Colorado GOP Will Name Delegates, Presidential Preferences at National Convention

  • 8 Comments
  • by: Jason Salzman

(Promoted by Colorado Pols)

Colorado GOP chairman Steve House.
Colorado GOP chairman Steve House.

The Colorado Republican Party will post on its website the names of all the GOP activists who are running to be Colorado delegates at July’s Republican National Convention in Cleveland.

In a KLZ 560-AM interview last week, State GOP Chair Steve House said the list of candidates, which will appear on the website around Friday, will also include “whether they’re supporting someone [a prez candidate] or not.”

The public list could set off a furious effort among the remaining presidential candidates to either get their supporters elected as national delegates or win over the unbound candidates vying to be delegates to get their votes later.

Under Colorado GOP Party rules, Republicans who are running for one of the Colorado GOP’s 34 national delegate slots have the option of binding themselves to a specific presidential candidate, like Donald Trump. Or they can run “unbound” to a candidate, leaving themselves free to vote for any candidate during the first vote at the GOP National convention.

They make their choice known to the Colorado Republican Party on a form, titled “National Delegate Intent to Run Form,” that must be submitted 13 days prior to the April 9 Republican State Convention or the April 8 Congressional District Convention, where delegates are selected for the national Republican Convention. Delegates to those meetings are chosen from county and congressional district assemblies.

“You will see in about a week from Friday all the candidates who have applied to be national delegates and whether they’re supporting someone or not,” said Steve House on air March 17. “That will be on our website.”

Colorado Republicans eliminated their preference poll at their March 1 caucuses, so reporters have been unable to get a handle on how the state GOP will allocate its delegates. Some caucuses held nonbinding votes anyway, raising the possibility that national delegates who voted in straw polls may be bound to their straw-poll votes, per national GOP rules.

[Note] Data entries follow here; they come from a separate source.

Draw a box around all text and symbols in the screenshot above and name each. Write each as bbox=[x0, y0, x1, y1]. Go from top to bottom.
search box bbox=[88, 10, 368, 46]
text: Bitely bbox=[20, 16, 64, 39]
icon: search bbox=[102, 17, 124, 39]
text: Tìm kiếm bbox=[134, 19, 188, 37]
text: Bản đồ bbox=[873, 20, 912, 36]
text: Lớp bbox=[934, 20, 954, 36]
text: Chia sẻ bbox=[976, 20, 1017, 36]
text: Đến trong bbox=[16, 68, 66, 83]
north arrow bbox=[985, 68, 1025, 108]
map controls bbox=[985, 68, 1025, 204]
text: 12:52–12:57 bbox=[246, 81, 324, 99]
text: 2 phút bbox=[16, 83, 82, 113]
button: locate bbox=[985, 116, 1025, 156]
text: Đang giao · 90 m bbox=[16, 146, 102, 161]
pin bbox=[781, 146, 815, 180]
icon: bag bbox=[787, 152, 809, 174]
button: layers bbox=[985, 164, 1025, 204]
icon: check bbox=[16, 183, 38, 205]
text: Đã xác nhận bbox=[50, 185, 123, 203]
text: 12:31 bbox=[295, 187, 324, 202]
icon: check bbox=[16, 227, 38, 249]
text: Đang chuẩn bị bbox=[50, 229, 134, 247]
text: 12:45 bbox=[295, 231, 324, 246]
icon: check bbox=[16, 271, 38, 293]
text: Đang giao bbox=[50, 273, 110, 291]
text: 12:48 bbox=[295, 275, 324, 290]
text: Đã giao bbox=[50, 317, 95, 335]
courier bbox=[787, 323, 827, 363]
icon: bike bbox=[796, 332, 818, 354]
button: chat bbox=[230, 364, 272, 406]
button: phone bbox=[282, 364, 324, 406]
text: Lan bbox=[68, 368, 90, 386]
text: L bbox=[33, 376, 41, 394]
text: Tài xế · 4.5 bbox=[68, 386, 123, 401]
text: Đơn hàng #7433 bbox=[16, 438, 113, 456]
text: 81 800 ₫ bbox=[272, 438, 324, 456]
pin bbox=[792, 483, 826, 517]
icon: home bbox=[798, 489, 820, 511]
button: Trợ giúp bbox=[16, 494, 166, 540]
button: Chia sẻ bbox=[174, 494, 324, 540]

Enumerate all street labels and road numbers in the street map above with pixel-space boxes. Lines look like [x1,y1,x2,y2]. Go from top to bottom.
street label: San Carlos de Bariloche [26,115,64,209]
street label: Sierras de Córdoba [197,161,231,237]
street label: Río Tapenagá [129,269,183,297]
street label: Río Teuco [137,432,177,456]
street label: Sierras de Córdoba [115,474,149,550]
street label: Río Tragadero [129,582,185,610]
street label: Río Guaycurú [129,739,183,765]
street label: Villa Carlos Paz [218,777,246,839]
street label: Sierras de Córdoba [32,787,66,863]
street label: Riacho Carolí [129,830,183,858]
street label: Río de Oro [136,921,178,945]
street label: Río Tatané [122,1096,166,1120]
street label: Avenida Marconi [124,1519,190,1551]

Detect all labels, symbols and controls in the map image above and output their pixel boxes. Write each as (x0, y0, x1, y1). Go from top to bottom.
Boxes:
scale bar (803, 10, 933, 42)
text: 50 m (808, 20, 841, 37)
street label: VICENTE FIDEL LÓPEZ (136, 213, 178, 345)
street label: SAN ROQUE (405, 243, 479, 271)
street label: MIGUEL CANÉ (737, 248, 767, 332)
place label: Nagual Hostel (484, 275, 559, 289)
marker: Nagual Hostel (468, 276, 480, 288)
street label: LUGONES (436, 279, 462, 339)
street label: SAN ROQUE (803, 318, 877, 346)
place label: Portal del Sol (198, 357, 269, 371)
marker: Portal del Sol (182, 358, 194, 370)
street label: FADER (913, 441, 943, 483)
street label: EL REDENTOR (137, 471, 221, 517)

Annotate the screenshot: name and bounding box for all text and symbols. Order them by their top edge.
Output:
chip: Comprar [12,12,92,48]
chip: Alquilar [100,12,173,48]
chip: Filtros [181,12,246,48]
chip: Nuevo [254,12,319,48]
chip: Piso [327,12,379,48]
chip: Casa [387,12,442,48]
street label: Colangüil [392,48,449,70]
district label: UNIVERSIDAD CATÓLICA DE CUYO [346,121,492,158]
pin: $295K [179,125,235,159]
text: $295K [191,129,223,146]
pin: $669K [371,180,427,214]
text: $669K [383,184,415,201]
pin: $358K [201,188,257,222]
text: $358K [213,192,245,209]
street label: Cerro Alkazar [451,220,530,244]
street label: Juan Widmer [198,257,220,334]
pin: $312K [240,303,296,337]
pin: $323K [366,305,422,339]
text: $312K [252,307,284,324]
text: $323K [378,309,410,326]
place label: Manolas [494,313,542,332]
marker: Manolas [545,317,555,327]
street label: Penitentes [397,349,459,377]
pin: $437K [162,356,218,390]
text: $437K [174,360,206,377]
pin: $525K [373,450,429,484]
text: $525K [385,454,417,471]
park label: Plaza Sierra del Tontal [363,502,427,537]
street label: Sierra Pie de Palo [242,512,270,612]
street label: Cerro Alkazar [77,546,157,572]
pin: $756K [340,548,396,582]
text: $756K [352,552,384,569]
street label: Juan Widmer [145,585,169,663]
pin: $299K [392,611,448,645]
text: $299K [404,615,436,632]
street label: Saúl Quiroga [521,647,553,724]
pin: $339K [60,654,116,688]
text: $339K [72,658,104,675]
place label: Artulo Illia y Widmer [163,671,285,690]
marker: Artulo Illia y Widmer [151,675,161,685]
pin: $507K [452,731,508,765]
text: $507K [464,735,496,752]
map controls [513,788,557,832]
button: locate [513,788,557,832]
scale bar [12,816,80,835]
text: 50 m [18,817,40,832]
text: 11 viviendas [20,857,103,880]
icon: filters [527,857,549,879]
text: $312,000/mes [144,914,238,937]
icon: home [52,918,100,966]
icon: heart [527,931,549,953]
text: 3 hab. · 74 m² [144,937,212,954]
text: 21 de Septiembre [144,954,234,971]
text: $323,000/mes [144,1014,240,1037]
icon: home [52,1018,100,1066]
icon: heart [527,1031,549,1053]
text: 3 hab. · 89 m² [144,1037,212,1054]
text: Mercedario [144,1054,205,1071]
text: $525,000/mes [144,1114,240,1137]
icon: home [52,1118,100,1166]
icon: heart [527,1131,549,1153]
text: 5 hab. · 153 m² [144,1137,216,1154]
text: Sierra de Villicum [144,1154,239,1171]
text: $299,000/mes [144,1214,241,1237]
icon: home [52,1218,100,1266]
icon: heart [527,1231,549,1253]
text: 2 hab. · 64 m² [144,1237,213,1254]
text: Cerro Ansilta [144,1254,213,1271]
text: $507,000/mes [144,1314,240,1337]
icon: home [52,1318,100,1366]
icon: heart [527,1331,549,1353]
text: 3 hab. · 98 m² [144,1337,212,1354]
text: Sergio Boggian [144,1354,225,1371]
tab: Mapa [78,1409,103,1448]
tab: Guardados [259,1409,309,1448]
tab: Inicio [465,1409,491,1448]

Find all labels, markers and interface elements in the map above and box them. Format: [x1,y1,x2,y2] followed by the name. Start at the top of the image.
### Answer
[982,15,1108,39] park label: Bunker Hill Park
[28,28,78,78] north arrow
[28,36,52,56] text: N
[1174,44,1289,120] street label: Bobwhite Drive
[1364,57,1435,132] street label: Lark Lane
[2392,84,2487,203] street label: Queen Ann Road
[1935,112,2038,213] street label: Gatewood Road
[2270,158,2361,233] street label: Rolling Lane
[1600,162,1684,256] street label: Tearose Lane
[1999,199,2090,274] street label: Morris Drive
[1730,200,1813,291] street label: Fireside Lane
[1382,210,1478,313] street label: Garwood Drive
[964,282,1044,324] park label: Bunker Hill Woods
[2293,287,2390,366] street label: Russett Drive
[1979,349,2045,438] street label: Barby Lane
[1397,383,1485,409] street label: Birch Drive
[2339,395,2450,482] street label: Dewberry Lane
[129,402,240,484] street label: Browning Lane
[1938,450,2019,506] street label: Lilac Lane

Colorado Republicans get 34 elected national-delegate spots. Three additional Colorado delegates are determined by the Republican National Committee. By rule, those three delegates are specificied to be the State GOP Chairman (House), the RNC Commmitteeman for Colorado (George Leing), and the RNC Committeewoman for Colorado (Lilly Nunez).

After the first vote at the GOP National Convention, all of Colorado’s delegates will become unbound and free to vote any candidate, according to House, who appeared on KLZ’s “Americhicks” show.

Steve House himself is going to the convention as an unbound delegate, and he’s likely to vote for one of the candidates who are in the race now, according to The Hill’s Jonathan Easley and Ben Kamisar.

House said that even if one of the candidates arrives with a strong plurality of delegates, he wouldn’t feel obligated to push that candidate across the finish line solely by virtue of them coming the closest.

“I’m looking at whether the candidate is a conservative and whether they can win in November,” he said. “I’m voting for the candidate that meets that criteria, period.”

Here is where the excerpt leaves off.